The Word of God is what we, as natural men in our fallen spiritual condition, hate. We—if we believe the Bible—are haters of light, in spite of what we may profess. If… well, let’s say I was never afflicted with depression. Let’s say all the years of my life thus far were smooth sailing, with all things going just the way I wanted them to. The Word of God declares that I would still be a hater of God.

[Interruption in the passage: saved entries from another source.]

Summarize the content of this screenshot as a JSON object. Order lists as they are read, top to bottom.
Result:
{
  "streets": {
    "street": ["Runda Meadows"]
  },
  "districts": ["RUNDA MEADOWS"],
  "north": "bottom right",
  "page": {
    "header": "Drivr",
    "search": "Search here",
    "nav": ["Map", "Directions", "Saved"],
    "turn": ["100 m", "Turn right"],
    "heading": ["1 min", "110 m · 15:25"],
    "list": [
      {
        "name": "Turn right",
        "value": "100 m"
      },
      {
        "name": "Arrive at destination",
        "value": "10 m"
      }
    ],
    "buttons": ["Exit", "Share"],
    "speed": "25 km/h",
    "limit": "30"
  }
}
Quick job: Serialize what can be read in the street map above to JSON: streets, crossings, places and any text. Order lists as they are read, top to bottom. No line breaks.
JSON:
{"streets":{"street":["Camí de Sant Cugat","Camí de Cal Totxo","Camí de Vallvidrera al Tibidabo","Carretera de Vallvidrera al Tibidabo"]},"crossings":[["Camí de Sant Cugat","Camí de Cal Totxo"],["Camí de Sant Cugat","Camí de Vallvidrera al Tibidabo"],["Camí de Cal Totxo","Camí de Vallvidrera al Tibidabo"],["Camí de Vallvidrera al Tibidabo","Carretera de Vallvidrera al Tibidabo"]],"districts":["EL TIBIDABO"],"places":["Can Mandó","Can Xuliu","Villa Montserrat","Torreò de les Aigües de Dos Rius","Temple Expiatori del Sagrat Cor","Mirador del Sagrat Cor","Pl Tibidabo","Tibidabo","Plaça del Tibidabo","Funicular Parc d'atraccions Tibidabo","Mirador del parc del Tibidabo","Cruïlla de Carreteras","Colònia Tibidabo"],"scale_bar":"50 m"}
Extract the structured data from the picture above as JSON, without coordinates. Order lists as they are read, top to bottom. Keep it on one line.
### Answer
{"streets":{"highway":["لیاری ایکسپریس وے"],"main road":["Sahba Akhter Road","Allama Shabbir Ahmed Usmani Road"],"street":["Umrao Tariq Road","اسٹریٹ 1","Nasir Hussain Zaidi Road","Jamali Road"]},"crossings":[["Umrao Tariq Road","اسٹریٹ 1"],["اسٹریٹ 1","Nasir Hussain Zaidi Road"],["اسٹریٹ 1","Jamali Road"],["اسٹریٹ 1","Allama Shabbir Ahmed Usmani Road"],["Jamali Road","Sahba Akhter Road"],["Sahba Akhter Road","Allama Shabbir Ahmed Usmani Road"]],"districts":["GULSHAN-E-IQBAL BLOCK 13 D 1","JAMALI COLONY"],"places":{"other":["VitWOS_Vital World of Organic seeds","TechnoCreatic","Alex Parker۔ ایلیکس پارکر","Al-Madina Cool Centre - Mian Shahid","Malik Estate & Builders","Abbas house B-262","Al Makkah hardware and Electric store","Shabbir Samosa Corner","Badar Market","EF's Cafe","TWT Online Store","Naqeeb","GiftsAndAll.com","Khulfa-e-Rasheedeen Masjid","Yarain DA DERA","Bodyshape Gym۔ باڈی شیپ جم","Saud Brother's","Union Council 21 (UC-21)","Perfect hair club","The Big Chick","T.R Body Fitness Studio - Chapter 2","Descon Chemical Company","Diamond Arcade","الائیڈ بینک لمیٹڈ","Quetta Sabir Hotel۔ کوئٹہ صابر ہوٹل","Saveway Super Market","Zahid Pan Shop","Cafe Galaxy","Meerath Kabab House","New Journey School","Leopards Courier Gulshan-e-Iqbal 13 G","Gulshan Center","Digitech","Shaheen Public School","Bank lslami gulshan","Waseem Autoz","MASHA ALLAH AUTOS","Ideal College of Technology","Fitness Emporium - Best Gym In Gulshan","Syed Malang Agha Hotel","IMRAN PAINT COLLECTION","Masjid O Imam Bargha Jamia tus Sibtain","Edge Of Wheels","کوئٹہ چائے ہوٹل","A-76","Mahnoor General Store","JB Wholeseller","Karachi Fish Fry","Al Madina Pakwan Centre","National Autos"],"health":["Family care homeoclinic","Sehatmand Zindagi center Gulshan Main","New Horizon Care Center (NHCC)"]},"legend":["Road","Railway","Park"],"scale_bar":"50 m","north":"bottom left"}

Now add to that sinful nature the anger, rage, wicked thoughts, selfishness, and all the other dark emotions that depression amplifies. How much more would I hate the Word of God then? How much more would I resent it? And yet the Word of God is the very thing that the afflicted—all of mankind—need to be freed from the corruption of sin. His Word is the medicine that heals all ailments and brings us back into a right relationship with our Creator.

The Word of God humbles the proud heart of man. It lowers mankind and exalts Christ. It pulls us off the throne of God and elevates Him to His rightful place: Ruler over all things in our life. This opposes every proud fiber of our sinful being. It is the medicine that heals—and the very thing the desperately sick, natural man hates most. When God’s Word convicts our hearts, can we be humbled before it? When His Word exposes our selfish, self-centered, proud, and hateful ways, can we be lowered in the face of it? God’s Word says, “He resists the proud, but gives grace to the humble.”

If you’re struggling with depression and have made it this far in reading this, please keep in mind that I was once where you are. Moreover, during most of my 20 years of depression, I hated the true Word of God. I’m sure you don’t wish to continue making fruitless trips around that mountain. Go to God’s Word, and when it convicts your heart, DON’T RUN FROM IT! Submit before Him, repent, turn to God, and He will heal you.

I wish you God’s healing, saving grace, and abundant blessings.